More than forty-thousand Iraqi soldiers and police, along with some seven thousand coalition forces, are pursuing al-Qaida terrorists in and around Baghdad. They are increasing the number of checkpoints, enforcing a curfew, and implementing a strict weapons ban.
Major General Mahdi al-Gharraqi of the Iraqi interior ministry says, "The people are feeling comfortable with the security measures and they are waving to us." Osama Ahmed Salah, a university professor in Baghdad, says, "The operations should be well-prepared and they should not be conducted in a way that humiliates citizens." Iraqi Prime Minister Nuri al-Maliki says, "We are only going to attack areas that are dens of terrorists."

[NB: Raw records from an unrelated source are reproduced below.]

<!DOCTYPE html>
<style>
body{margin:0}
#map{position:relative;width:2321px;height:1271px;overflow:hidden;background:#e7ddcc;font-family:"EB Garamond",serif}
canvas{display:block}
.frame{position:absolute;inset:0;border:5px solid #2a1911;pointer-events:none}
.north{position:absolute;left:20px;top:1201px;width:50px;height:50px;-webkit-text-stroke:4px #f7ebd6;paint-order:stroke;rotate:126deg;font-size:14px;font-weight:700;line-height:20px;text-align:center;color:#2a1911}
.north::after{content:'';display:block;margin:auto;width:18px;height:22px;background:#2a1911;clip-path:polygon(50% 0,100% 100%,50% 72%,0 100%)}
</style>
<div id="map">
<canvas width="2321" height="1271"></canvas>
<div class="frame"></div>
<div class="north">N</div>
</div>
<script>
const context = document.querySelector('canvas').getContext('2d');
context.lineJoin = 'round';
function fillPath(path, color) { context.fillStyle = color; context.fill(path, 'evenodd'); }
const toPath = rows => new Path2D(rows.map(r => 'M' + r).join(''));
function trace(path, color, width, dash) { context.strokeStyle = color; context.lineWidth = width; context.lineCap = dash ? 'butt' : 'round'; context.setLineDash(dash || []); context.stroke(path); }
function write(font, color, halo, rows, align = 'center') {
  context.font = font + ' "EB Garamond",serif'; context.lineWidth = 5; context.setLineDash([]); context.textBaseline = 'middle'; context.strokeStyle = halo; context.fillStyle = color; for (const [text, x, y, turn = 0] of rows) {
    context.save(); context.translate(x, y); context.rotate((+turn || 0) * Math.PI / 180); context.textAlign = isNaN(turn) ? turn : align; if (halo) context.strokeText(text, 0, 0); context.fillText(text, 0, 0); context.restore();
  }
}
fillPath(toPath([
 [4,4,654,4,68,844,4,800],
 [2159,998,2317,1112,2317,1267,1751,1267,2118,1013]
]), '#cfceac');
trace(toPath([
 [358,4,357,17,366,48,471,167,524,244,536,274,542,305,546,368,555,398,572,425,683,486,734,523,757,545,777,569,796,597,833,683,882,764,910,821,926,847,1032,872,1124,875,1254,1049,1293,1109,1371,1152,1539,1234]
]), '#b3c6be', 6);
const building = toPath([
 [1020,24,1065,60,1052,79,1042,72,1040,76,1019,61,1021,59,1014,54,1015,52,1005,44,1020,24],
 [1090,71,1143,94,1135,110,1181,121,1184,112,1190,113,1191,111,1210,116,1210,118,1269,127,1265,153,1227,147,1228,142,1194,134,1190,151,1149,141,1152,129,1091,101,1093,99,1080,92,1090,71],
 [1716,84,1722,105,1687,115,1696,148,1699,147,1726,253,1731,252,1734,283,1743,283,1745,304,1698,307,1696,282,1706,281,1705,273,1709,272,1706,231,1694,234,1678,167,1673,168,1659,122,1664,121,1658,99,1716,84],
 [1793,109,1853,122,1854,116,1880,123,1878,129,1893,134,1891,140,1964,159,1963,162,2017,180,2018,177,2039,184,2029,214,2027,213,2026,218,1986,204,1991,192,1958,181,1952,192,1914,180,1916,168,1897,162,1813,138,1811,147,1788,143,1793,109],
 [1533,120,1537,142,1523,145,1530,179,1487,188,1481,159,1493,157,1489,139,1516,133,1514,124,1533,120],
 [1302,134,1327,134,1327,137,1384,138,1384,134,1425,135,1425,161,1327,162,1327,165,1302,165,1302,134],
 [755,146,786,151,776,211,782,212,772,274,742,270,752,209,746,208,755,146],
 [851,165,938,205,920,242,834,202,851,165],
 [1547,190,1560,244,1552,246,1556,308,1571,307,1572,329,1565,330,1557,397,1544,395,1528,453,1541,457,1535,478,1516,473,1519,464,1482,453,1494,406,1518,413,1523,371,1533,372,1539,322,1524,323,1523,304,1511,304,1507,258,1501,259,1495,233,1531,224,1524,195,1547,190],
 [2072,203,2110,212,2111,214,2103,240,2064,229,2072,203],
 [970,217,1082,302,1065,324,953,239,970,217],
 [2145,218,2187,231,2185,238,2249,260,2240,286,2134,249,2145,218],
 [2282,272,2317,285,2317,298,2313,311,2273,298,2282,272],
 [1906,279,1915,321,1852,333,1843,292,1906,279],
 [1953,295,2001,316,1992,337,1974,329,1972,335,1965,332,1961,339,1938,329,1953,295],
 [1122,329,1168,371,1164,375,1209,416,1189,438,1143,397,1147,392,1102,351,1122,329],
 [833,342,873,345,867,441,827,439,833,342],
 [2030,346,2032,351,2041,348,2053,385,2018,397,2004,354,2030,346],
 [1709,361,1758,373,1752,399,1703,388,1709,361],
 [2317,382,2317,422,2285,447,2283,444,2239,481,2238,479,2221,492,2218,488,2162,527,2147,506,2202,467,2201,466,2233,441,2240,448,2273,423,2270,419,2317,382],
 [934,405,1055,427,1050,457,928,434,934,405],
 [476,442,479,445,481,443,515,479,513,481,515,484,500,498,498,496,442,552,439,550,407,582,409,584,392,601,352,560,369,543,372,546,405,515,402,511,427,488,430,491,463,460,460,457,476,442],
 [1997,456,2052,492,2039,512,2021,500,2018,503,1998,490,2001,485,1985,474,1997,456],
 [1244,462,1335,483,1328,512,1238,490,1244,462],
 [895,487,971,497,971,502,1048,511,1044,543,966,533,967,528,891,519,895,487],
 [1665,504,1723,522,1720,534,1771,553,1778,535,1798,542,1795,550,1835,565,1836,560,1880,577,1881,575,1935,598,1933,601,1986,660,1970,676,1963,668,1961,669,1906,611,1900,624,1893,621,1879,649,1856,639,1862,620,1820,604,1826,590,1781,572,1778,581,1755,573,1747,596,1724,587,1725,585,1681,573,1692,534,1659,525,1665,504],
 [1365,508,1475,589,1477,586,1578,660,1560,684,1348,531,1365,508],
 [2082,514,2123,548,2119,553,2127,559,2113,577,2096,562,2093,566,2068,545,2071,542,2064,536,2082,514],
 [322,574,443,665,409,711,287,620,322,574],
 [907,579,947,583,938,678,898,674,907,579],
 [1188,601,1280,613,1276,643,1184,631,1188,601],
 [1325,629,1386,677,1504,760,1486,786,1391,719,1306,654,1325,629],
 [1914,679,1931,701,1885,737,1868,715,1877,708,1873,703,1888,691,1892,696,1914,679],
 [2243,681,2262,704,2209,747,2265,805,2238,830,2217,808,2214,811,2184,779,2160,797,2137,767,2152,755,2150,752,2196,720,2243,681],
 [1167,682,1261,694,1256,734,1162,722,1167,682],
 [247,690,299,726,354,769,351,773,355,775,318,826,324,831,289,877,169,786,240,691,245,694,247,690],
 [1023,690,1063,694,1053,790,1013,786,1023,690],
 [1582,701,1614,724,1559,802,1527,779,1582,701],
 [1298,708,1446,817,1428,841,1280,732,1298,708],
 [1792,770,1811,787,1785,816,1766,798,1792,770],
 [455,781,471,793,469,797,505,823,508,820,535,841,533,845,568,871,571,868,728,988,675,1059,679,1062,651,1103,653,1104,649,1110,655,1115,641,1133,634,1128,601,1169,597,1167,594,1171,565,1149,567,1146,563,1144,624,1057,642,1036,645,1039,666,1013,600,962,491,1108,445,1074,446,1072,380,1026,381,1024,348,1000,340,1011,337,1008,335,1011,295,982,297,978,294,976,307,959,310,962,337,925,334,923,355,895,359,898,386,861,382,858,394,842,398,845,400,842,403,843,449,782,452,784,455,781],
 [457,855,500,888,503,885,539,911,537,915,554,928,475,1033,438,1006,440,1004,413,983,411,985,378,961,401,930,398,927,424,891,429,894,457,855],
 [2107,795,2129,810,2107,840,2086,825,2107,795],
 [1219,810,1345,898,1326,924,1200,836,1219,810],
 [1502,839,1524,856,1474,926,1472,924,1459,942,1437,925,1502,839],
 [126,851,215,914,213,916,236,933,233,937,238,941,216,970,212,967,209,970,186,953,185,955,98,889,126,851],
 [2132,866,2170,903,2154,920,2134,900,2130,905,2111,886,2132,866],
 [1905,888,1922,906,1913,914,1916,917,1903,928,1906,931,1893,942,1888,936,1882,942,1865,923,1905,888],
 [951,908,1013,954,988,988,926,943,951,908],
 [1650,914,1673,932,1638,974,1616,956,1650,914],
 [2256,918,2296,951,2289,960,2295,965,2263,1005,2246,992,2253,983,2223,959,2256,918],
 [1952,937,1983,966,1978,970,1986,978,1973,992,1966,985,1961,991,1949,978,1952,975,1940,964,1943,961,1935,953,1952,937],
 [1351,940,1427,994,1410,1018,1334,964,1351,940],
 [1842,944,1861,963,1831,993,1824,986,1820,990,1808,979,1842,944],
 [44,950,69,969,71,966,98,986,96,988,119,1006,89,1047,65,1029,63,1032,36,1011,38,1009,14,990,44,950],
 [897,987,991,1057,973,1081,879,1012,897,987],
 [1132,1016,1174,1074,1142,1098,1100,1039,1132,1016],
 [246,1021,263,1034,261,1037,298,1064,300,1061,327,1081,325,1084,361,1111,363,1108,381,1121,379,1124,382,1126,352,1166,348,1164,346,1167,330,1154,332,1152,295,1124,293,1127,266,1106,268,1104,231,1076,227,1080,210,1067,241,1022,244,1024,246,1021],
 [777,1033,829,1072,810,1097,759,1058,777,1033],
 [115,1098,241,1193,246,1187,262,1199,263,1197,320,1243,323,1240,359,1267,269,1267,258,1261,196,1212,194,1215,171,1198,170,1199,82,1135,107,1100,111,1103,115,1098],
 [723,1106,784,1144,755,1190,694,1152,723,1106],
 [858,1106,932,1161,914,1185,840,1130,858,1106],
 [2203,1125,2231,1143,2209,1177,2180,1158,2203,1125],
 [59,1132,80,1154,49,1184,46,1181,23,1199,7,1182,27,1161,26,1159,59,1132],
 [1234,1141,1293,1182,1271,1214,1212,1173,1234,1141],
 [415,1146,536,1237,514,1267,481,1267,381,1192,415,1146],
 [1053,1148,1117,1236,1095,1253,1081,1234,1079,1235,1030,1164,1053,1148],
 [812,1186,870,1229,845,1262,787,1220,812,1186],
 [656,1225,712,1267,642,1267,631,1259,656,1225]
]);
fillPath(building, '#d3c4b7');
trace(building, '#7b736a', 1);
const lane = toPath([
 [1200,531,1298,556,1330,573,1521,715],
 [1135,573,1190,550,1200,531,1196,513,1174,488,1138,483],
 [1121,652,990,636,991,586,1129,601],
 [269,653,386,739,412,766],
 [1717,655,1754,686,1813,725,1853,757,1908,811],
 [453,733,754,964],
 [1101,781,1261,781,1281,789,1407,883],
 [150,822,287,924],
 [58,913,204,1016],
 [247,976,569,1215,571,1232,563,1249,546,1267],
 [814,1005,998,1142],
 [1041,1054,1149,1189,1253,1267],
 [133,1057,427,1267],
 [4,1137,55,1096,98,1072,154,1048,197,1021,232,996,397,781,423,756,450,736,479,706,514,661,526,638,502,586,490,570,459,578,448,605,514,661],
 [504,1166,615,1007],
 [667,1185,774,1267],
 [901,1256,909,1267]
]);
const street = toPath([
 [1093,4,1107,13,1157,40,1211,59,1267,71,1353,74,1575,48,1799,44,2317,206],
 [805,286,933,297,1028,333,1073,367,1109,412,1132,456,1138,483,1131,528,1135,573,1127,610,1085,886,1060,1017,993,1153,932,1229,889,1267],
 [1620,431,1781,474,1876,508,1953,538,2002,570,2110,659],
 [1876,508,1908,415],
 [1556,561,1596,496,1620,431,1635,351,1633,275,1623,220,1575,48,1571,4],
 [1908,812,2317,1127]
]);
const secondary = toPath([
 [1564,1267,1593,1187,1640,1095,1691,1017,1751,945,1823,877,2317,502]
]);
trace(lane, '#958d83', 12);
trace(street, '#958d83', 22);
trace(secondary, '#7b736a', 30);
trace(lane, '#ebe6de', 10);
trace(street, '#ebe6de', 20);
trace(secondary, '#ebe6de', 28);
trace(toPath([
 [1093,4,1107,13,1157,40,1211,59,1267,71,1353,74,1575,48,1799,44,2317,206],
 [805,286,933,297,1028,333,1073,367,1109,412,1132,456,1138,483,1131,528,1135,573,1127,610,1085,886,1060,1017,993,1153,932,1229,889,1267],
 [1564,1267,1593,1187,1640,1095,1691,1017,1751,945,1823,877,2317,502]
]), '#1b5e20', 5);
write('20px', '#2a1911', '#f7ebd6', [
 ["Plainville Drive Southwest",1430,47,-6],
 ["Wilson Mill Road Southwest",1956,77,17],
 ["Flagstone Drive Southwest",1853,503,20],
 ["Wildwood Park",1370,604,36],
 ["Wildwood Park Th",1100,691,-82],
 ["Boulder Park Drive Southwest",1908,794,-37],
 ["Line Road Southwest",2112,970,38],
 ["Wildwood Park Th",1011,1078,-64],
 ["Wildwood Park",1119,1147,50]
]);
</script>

President George W. Bush says Prime Minister al-Maliki "is taking immediate action to implement a plan to improve security":
"Iraqi and coalition forces are also working to restore security in Ramadi, the capital of Anbar province. The prime minister's plan to bring militias and other armed groups under government control is moving forward. . . . Many militia members will be demobilized and integrated into the Iraqi security forces, where they'll be dispersed among different units."
Mr. Bush says that defeating the terrorists in Iraq "is a tough struggle":
The reason why is because [of] the rules of warfare. It's just, if you can kill innocent life in order to shake somebody's will, or create consternation in a society, just go ahead and do it. And so it's a tough task. No question about it."
Mr. Bush says, "Success in Iraq depends upon the Iraqis." Through democratic elections, says Mr. Bush, "The Iraqi people have expressed their desires, and now it's up to the government to follow through."
The preceding was an editorial reflecting the views of the United States Government.